Répercussions sur les établissements de soins de longue durée

L’intégration dans les établissements de soins de longue durée d’interventions axées sur la nature, comme la culture hydroponique ou le jardinage en jardins surélevés, est faisable et peut conduire à une participation active et inclusive des résidents ainsi qu’à des conversations significatives entre résidents et avec le personnel de l’établissement. Les principales leçons tirées de cette étude sont les suivantes :

  • La participation aux activités de jardinage a augmenté les occasions pour les résidents de s’impliquer socialement et d’établir des liens avec les membres du personnel et, ainsi, de réduire l’isolement social.
  • L’installation de jardins surélevés ou de jardins hydroponiques dans une zone de passage, disposant de places assises à proximité et accessible aux personnes qui se déplacent en fauteuil roulant ou avec un dispositif d’aide à la mobilité, a favorisé l’inclusivité, de sorte que tous les résidents qui le voulaient ont pu participer aux activités de jardinage.
  • La mise en œuvre et la viabilité du programme et des activités de jardinage demandent la collaboration de nombreux intervenants (résidents, personnel soignant, personnel responsable des loisirs et diététistes) qui doivent créer ensemble un programme de jardinage adapté à la réalité d’un établissement de soins de longue durée.
  • L’accès aux jardins surélevés extérieurs peut nécessiter le soutien du personnel de l’établissement et des familles.

Conclusion

La participation aux activités de jardinage s’est révélée significative pour les résidents de l’établissement de soins de longue durée et appréciée par eux, favorisant des occasions de créer des liens véritables avec les autres. Par leur participation active ou passive au jardinage hydroponique intérieur et au jardinage extérieur en jardins surélevés, les résidents ont bénéficié de davantage d’occasions de discuter, de former des liens et d’interagir avec les autres, ce qui a contribué à réduire l’isolement social. Dans le cadre de cette étude, les activités de jardinage ont aidé les participants à se sentir liés à la nature et à la terre, ce qui a contribué à atténuer les sentiments de déconnexion et d’isolement en milieu de soins de longue durée. Il convient de souligner que les rapports et les interactions entre les résidents et le personnel se sont améliorés, signe de l’importance de ces activités dans l’établissement et le maintien de liens solides. Lorsque vient le temps d’élaborer et de prioriser les programmes d’activités pour les établissements de soins de longue durée, il peut être intéressant d’envisager des programmes de jardinage, car ils ont le potentiel de favoriser la socialisation, la santé et le bien-être des résidents.

Remerciements

Les auteurs souhaitent remercier tous les résidents, le personnel, les familles et les bénévoles ainsi que les dirigeants communautaires qui ont participé au projet. Ils tiennent également à remercier Emma Rossnagel pour son aide à la révision de la version finale du manuscrit.

Conflit d’intérêts

Kelly Skinner est rédactrice scientifique adjointe de la revue PSPMC, mais elle s’est retirée du processus d’évaluation de cet article. Les auteurs déclarent n’avoir aucun autre conflit d’intérêts.

Soutien financier

La présente étude a reçu des subventions du programme de subventions de démarrage qui rassemble Northern Health, la Provincial Health Services Authority et l’Université du Nord de la Colombie-Britannique ainsi que du programme de subventions de démarrage du Northern Centre de la BC SUPPORT Unit.
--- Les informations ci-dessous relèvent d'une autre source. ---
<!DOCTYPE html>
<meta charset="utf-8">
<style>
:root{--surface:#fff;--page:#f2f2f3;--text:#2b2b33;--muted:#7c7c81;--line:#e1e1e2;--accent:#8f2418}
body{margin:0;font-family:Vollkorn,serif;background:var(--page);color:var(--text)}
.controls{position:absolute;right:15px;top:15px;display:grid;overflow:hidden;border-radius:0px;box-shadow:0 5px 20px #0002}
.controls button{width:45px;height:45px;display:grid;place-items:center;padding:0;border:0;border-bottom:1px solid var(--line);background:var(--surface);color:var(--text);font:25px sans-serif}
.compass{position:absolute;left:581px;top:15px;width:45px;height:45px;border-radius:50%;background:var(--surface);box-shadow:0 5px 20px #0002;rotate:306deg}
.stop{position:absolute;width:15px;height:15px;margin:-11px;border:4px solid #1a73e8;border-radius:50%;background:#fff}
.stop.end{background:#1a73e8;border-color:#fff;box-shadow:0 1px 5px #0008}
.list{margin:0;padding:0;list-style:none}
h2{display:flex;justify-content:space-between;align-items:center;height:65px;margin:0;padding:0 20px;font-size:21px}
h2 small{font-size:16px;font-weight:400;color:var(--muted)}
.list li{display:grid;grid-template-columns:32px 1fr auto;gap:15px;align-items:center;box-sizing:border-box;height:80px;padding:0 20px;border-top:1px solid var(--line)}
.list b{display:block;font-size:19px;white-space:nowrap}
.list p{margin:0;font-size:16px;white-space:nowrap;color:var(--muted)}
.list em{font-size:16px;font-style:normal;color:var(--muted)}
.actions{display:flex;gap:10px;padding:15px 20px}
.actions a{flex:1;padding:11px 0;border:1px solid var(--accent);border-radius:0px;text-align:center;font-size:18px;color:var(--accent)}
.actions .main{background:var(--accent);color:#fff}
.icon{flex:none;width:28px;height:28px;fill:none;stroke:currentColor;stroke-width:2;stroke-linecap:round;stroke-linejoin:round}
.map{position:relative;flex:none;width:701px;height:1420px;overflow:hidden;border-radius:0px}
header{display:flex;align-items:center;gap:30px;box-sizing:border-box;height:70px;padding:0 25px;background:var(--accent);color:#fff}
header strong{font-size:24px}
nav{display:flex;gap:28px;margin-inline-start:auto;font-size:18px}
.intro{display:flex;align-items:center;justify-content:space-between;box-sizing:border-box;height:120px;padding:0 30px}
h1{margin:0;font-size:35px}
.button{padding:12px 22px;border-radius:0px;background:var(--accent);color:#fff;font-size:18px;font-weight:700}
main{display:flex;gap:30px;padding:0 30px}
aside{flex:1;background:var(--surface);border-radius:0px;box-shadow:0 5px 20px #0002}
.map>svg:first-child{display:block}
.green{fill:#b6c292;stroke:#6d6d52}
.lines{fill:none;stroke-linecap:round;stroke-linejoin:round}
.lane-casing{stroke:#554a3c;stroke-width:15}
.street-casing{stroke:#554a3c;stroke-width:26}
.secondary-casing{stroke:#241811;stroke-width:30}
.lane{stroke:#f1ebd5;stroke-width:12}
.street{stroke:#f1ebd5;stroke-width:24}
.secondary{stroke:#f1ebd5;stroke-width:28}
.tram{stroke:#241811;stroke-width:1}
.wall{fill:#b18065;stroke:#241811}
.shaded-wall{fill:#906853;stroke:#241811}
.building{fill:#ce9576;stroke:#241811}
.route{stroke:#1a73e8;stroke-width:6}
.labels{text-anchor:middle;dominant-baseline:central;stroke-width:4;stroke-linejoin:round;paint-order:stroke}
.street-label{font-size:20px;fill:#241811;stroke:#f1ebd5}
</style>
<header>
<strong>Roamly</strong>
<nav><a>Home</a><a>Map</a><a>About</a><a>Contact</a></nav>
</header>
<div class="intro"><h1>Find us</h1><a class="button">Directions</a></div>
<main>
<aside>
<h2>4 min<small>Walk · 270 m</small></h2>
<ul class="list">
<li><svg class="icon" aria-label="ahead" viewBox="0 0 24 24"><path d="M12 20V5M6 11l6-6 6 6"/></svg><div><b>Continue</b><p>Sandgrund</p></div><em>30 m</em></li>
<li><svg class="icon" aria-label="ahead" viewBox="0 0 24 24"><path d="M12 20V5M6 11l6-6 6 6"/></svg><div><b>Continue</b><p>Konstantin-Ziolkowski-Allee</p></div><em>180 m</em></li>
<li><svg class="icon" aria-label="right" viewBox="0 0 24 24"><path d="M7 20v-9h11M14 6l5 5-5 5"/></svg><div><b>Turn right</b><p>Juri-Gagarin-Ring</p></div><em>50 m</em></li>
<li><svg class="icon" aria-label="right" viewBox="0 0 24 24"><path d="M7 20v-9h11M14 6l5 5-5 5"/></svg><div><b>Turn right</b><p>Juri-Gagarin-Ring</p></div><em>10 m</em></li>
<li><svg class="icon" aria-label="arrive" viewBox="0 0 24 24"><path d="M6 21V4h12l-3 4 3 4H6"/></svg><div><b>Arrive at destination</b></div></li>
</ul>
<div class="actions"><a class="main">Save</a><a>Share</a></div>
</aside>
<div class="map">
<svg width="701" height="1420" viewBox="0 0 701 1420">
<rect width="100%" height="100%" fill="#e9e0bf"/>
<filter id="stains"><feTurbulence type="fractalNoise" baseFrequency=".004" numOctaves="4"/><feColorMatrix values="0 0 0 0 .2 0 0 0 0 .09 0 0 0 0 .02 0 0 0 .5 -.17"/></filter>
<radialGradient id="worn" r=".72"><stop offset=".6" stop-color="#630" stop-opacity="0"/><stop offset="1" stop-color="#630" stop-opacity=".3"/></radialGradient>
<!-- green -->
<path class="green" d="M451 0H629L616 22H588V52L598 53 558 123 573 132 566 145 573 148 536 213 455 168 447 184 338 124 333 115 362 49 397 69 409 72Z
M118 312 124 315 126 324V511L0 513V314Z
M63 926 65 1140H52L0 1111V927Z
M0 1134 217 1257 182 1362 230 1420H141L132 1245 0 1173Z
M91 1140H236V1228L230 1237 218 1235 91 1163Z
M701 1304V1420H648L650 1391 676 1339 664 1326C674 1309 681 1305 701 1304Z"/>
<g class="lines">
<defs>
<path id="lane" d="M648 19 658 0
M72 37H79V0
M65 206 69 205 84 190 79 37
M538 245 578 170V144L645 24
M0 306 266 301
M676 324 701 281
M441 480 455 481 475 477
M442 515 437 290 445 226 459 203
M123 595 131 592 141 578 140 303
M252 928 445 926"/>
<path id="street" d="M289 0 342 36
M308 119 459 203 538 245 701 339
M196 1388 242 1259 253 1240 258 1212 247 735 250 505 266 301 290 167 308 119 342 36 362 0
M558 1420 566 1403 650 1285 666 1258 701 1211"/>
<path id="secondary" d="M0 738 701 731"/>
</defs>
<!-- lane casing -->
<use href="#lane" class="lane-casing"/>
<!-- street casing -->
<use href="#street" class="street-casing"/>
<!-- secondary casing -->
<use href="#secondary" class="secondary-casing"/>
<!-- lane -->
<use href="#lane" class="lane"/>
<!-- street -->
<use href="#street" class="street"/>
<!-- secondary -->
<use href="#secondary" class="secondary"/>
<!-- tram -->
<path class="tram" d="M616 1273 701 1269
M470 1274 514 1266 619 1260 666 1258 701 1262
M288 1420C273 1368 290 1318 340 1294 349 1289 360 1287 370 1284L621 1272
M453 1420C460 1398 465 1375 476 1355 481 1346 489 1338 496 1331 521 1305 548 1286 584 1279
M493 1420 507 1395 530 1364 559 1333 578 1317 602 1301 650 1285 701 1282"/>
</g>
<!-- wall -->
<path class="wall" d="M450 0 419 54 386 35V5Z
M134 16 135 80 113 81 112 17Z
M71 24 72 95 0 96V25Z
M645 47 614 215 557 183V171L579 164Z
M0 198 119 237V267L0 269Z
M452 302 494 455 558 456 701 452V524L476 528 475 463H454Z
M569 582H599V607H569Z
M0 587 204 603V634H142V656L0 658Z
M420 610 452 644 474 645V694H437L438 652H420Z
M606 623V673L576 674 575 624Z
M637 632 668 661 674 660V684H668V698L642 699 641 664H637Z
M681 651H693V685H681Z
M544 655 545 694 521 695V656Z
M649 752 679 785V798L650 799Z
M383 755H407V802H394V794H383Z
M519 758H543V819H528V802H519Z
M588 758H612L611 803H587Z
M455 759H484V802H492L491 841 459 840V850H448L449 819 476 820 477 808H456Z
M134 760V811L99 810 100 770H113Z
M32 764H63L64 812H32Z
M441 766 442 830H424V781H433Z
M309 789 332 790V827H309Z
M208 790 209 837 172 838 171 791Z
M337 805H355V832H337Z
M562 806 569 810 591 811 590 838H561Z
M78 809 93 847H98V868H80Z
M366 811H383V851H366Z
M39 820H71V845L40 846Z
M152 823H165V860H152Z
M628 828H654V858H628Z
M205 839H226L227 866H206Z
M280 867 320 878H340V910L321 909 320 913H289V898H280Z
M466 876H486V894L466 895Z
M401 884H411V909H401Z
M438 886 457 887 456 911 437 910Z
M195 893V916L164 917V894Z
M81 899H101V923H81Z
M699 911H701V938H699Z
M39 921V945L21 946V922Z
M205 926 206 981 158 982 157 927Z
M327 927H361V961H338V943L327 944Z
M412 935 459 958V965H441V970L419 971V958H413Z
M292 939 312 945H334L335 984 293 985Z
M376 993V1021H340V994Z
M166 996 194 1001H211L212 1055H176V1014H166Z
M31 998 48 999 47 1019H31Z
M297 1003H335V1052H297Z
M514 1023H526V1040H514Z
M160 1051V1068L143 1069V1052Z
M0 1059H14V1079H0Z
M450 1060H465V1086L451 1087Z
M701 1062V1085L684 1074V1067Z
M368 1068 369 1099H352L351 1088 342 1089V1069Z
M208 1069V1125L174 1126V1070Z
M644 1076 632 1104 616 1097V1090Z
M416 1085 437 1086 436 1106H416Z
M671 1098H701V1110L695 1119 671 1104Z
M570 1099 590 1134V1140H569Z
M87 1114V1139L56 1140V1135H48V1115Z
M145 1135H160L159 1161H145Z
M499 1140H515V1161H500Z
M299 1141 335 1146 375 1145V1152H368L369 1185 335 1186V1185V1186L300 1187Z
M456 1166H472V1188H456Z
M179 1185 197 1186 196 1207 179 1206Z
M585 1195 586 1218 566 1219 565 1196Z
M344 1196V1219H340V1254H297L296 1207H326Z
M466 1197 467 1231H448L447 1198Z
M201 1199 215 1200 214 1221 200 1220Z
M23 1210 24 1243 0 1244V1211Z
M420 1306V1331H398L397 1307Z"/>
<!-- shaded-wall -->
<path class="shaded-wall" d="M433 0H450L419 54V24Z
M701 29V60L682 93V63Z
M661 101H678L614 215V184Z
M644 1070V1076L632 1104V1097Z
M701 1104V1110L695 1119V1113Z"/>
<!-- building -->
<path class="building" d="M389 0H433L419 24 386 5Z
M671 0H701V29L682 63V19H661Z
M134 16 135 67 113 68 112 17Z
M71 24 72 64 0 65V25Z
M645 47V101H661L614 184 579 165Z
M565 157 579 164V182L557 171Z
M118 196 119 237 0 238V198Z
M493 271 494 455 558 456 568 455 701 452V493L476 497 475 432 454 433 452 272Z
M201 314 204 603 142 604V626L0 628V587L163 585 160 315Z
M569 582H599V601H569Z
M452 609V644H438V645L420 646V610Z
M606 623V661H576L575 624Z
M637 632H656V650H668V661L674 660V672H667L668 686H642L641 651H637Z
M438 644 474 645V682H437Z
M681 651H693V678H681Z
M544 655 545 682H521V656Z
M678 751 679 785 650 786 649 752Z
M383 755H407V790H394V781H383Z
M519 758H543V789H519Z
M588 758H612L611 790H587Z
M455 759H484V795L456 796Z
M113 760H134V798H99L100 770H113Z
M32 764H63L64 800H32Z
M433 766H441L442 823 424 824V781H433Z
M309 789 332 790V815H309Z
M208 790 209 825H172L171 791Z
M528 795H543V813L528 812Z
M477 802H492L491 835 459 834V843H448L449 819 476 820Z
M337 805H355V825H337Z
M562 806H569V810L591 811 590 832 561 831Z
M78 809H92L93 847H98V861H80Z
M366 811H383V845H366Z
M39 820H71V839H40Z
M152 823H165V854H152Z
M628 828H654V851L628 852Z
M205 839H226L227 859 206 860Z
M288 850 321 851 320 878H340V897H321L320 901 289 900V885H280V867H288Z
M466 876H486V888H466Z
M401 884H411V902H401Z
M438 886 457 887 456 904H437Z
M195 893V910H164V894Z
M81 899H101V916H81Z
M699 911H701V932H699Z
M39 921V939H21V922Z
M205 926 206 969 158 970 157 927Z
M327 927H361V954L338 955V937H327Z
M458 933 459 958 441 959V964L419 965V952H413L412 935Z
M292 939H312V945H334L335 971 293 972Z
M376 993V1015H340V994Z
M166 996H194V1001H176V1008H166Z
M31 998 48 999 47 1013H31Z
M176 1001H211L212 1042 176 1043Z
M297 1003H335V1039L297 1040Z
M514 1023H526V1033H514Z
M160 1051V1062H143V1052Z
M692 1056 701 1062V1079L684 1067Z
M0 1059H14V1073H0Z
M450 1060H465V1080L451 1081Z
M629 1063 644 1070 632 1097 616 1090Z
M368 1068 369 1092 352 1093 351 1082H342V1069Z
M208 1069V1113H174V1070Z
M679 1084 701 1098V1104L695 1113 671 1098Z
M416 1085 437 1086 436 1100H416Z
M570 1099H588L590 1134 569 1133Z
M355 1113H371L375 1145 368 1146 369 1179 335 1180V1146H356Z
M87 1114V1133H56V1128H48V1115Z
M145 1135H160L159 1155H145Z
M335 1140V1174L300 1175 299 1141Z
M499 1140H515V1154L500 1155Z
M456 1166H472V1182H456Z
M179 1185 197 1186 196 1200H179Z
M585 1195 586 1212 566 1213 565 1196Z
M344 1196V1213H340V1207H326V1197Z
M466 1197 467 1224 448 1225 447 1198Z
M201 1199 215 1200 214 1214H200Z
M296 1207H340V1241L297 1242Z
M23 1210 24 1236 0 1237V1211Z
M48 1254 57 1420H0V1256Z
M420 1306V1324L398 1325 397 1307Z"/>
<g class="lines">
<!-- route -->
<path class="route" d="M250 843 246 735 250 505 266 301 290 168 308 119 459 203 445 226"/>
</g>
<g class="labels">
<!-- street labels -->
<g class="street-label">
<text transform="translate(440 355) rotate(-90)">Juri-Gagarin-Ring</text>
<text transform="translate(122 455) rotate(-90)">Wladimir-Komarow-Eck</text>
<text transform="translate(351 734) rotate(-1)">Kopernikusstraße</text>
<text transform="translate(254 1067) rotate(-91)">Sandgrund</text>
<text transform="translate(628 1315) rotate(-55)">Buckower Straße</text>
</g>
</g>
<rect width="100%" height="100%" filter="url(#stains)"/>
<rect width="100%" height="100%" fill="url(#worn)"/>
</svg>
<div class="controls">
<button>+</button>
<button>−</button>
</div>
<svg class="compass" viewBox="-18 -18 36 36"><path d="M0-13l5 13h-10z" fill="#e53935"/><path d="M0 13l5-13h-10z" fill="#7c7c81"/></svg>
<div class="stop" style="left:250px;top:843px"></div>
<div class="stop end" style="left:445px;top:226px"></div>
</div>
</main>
Contributions des auteurs et avis

Tous les auteurs ont contribué activement au projet. SF, DB et KS ont participé à tous les volets du projet, de la conception du projet à l’analyse pui à la rédaction et à la révision de l’article. EB a participé à la conception du projet et à l’obtention des données. ML a participé à l’obtention des données et à la rédaction de l’article. GB a participé à l’obtention des données et à leur nettoyage. TW a participé à l’analyse ainsi qu’à la rédaction et à la révision de l’article.

Le contenu de l’article et les points de vue qui y sont exprimés n’engagent que les auteurs; ils ne correspondent pas à ceux du gouvernement du Canada.